Instructions to follow.
Print the entries exactly; no image belongs in the copy.

Data section.
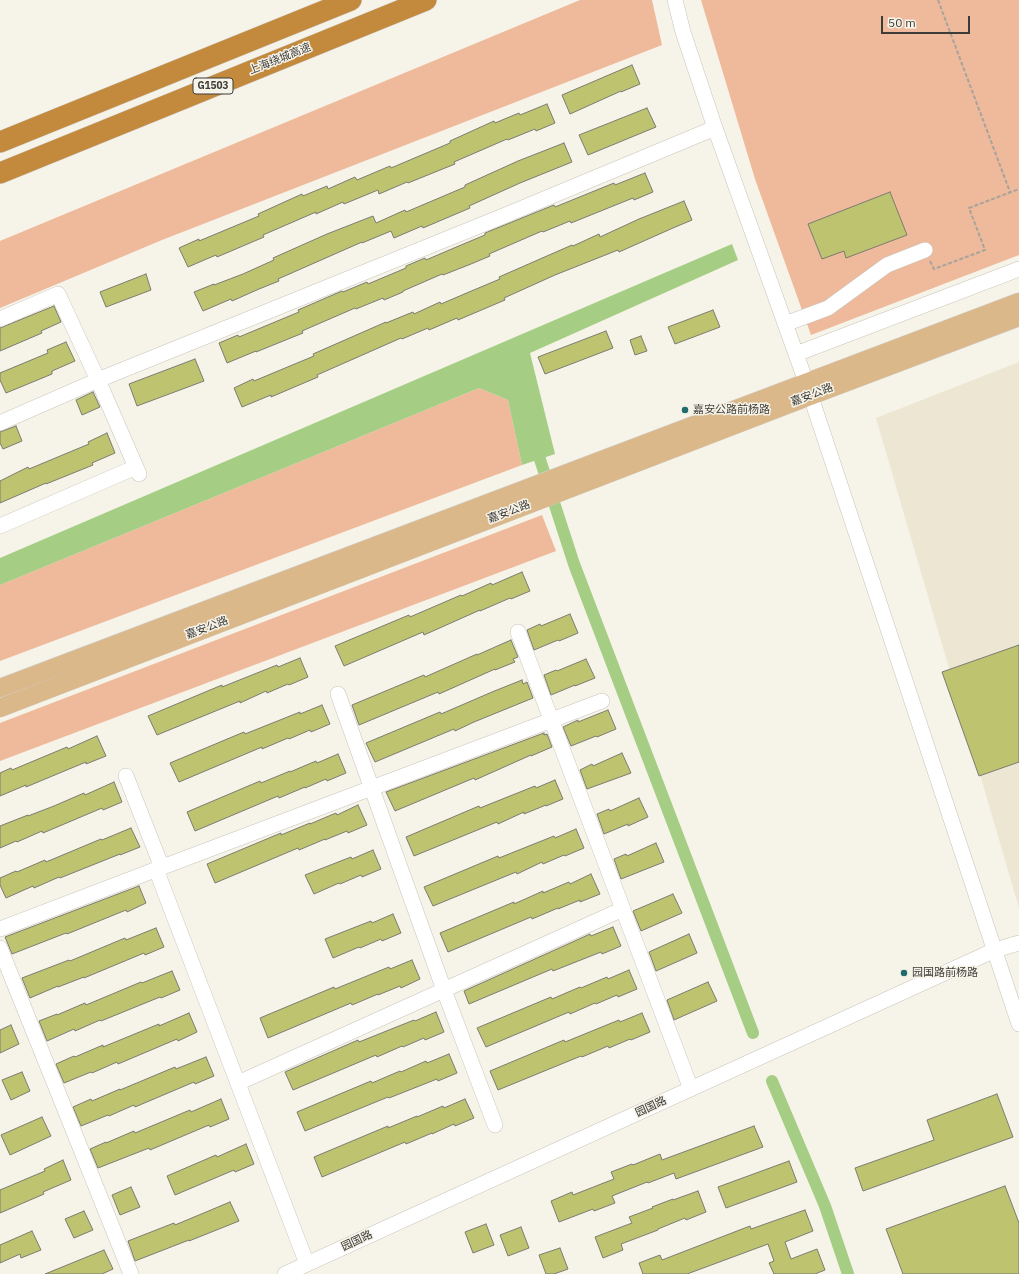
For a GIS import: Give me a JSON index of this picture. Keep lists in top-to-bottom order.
{
  "streets": {
    "highway": ["上海绕城高速", "G1503"],
    "main road": ["嘉安公路"],
    "street": ["园国路"]
  },
  "places": ["嘉安公路前杨路", "园国路前杨路"],
  "scale_bar": "50 m"
}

Solution for this task.
For a GIS import: Give me a JSON index of this picture. Keep lists in top-to-bottom order.
{
  "streets": {
    "highway": ["上海绕城高速", "G1503"],
    "main road": ["嘉安公路"],
    "street": ["园国路"]
  },
  "places": ["嘉安公路前杨路", "园国路前杨路"],
  "scale_bar": "50 m"
}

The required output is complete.